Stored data
┌────────
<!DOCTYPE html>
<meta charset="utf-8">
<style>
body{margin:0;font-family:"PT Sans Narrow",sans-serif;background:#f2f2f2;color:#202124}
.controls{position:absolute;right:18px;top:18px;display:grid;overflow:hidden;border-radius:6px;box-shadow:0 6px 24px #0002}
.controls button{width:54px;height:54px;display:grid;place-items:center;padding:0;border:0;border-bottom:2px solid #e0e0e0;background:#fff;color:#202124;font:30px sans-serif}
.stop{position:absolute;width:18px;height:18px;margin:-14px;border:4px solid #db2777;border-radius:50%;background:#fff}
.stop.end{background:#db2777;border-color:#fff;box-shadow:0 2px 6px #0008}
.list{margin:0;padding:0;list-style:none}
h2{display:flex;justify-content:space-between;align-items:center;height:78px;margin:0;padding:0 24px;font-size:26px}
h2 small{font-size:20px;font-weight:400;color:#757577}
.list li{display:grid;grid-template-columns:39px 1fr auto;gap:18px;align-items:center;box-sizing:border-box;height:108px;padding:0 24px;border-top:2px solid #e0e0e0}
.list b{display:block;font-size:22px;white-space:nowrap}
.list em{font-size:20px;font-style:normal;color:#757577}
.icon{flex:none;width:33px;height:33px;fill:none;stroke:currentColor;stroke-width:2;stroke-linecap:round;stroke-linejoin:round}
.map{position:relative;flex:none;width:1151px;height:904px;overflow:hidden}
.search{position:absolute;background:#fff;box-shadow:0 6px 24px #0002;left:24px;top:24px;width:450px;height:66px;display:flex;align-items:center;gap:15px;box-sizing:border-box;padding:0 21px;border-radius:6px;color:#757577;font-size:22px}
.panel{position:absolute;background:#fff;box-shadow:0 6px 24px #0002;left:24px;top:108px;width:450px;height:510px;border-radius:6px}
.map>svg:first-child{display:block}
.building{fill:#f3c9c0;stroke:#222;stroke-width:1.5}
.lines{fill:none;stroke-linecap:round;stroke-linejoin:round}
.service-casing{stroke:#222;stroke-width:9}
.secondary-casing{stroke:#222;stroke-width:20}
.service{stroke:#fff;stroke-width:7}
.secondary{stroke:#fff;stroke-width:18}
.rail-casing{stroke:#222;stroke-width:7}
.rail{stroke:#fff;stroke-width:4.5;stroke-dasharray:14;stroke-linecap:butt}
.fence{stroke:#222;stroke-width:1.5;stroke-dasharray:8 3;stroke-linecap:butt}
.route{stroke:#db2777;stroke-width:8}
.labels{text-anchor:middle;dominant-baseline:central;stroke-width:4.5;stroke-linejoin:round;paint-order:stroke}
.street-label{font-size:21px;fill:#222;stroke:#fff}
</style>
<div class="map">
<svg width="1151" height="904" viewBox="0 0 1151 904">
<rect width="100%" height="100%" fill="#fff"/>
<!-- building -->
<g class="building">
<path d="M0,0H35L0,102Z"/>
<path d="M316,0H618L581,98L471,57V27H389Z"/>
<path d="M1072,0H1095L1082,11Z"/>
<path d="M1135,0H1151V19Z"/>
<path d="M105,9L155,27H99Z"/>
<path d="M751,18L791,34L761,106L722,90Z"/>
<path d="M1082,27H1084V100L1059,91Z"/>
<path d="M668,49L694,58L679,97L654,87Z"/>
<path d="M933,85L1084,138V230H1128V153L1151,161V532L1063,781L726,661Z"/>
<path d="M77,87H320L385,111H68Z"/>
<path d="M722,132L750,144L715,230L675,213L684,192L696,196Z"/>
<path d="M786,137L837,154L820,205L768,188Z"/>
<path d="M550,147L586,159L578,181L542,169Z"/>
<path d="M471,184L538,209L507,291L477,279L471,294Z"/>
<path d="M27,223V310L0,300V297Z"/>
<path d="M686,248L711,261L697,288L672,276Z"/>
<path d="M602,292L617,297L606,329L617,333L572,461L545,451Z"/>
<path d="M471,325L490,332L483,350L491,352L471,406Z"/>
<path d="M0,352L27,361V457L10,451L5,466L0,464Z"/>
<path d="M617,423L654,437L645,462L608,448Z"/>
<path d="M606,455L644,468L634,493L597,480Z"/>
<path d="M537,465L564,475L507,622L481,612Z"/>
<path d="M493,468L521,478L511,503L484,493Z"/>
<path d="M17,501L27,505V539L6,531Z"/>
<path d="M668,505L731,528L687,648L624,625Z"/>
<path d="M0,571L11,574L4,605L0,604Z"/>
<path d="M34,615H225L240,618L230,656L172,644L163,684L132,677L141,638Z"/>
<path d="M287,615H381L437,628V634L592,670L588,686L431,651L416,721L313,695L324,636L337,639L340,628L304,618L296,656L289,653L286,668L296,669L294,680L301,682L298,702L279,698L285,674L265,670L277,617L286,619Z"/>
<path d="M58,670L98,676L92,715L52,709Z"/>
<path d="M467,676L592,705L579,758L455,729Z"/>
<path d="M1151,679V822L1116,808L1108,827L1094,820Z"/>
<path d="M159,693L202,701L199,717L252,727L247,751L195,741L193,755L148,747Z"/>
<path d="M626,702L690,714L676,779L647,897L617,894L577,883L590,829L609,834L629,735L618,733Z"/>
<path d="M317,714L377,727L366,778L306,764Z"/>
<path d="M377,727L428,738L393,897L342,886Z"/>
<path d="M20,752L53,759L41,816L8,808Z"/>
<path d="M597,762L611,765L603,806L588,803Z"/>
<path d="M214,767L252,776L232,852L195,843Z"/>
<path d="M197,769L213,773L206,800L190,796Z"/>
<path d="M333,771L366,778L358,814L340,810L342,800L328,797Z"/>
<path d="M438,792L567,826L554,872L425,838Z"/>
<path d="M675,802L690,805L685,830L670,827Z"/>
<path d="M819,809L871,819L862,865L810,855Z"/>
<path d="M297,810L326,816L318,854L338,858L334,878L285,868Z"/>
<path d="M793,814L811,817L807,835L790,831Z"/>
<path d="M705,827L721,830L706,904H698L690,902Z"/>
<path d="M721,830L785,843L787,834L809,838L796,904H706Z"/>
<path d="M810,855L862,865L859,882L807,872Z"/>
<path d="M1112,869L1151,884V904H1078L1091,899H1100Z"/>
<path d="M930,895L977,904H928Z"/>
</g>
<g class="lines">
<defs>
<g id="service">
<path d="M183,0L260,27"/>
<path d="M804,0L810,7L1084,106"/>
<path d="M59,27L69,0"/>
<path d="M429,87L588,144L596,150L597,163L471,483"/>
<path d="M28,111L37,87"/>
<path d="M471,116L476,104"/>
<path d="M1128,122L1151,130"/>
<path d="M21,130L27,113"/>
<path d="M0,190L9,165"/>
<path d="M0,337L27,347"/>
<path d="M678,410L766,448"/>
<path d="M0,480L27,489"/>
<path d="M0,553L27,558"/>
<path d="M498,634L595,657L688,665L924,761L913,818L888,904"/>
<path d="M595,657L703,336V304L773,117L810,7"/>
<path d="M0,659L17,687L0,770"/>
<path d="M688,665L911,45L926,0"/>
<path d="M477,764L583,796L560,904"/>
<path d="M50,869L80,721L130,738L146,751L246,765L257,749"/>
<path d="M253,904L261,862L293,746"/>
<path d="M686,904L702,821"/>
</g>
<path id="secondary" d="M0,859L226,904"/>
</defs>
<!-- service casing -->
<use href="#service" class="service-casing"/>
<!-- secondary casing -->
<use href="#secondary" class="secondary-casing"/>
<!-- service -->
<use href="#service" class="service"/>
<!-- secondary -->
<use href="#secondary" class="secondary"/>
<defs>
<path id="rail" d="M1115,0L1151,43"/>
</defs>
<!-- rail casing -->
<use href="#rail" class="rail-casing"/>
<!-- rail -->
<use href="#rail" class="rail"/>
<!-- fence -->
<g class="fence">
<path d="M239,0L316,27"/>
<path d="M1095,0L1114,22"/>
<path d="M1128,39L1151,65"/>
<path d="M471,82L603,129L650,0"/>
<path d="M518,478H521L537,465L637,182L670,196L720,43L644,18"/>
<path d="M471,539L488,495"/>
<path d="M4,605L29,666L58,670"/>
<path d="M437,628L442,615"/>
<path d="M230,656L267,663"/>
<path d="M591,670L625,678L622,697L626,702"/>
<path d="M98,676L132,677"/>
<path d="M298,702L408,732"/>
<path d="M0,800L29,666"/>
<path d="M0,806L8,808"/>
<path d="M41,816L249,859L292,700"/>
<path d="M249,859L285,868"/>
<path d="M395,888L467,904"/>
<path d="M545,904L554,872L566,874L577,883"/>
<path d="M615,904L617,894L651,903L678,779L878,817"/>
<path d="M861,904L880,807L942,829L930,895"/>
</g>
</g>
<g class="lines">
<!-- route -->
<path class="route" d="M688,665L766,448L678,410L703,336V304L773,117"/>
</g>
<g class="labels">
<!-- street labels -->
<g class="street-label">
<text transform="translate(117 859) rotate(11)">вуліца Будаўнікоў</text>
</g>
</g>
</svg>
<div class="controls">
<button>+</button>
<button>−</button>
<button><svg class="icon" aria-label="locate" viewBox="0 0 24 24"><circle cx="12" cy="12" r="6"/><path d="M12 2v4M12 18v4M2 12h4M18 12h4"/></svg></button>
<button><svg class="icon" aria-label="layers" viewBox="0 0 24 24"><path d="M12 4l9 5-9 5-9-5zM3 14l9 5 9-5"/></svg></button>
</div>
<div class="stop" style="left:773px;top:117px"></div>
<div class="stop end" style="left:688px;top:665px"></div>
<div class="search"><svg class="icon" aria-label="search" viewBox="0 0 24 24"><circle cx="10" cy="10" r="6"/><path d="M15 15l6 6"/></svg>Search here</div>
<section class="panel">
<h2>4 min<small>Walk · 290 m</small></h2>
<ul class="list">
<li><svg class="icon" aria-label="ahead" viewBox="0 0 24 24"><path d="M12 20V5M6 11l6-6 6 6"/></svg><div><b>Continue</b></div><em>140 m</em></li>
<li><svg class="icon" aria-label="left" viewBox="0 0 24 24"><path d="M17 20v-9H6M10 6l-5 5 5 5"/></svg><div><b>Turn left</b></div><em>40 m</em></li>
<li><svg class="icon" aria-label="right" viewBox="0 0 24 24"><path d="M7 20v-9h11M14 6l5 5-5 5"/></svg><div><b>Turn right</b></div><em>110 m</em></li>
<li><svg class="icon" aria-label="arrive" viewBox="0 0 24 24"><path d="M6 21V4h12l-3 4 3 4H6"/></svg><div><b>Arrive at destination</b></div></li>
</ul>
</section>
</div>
└────────
■ Work task
Every line in the records above with the string "dasharray" in it should be shown.

■ Reply
.rail{stroke:#fff;stroke-width:4.5;stroke-dasharray:14;stroke-linecap:butt}
.fence{stroke:#222;stroke-width:1.5;stroke-dasharray:8 3;stroke-linecap:butt}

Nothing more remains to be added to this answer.